__Data for this exercise__.
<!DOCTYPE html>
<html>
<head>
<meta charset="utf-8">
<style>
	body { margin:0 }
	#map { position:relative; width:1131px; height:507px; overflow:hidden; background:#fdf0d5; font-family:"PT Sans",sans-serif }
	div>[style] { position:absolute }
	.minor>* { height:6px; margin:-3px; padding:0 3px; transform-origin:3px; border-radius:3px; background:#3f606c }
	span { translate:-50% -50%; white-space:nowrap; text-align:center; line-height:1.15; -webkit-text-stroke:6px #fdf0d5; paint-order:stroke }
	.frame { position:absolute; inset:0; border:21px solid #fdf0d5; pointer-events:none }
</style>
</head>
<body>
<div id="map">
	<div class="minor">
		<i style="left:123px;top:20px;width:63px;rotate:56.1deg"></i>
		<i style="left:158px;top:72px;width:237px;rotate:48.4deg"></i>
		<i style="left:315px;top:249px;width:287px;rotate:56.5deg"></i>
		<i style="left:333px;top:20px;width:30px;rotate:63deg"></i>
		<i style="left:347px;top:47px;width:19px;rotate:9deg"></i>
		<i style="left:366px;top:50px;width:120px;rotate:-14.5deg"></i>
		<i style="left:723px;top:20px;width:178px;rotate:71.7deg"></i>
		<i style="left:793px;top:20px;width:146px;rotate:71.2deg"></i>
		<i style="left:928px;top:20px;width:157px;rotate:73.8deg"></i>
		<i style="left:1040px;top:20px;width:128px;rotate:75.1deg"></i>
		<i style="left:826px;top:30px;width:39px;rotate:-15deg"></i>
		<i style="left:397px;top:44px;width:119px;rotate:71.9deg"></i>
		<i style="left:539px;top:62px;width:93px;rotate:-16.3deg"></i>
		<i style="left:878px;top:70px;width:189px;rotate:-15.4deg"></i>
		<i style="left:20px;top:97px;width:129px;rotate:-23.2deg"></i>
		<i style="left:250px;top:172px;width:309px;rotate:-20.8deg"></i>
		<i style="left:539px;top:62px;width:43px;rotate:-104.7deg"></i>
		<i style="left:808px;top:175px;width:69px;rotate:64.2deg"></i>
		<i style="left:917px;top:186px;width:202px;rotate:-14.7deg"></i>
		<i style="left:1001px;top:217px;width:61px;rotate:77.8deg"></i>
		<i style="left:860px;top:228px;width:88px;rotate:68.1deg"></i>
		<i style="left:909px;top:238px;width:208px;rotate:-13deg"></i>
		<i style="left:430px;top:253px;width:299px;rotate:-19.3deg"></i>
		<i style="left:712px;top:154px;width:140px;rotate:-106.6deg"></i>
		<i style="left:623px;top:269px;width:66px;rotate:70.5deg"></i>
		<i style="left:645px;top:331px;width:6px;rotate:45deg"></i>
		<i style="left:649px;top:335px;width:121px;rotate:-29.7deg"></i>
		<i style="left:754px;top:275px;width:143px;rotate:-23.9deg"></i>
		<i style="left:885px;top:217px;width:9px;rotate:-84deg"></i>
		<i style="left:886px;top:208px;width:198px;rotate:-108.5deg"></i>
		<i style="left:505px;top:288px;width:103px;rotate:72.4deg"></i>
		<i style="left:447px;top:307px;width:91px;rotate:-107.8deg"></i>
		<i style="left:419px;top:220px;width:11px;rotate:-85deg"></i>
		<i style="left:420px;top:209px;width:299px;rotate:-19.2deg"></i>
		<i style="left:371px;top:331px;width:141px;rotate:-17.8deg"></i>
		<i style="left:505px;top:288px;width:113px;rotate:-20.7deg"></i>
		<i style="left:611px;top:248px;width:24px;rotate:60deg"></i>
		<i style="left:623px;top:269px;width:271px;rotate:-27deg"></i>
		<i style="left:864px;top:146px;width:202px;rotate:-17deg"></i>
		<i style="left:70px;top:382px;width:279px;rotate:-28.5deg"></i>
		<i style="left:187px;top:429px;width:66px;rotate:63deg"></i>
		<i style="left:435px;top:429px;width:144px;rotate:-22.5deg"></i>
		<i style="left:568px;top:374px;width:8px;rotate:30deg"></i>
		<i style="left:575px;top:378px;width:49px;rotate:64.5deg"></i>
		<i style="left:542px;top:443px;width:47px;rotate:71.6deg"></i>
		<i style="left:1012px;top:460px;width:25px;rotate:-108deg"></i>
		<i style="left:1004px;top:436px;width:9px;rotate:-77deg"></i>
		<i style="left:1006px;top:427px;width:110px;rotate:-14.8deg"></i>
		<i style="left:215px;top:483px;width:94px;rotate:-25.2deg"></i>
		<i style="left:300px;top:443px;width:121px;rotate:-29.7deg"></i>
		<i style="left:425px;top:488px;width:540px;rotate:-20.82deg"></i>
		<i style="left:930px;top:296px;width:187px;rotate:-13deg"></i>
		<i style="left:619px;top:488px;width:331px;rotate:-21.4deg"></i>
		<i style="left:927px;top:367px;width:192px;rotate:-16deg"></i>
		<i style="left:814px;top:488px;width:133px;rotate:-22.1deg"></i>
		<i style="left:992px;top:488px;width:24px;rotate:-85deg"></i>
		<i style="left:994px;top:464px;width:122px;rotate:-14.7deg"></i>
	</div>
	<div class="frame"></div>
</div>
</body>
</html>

__Instructions to follow__. What you return should be the lines from the start of the data through the line with "position:relative; width:1131px; height:507px;", quoted exactly and nothing more.

__Response area__.
<!DOCTYPE html>
<html>
<head>
<meta charset="utf-8">
<style>
	body { margin:0 }
	#map { position:relative; width:1131px; height:507px; overflow:hidden; background:#fdf0d5; font-family:"PT Sans",sans-serif }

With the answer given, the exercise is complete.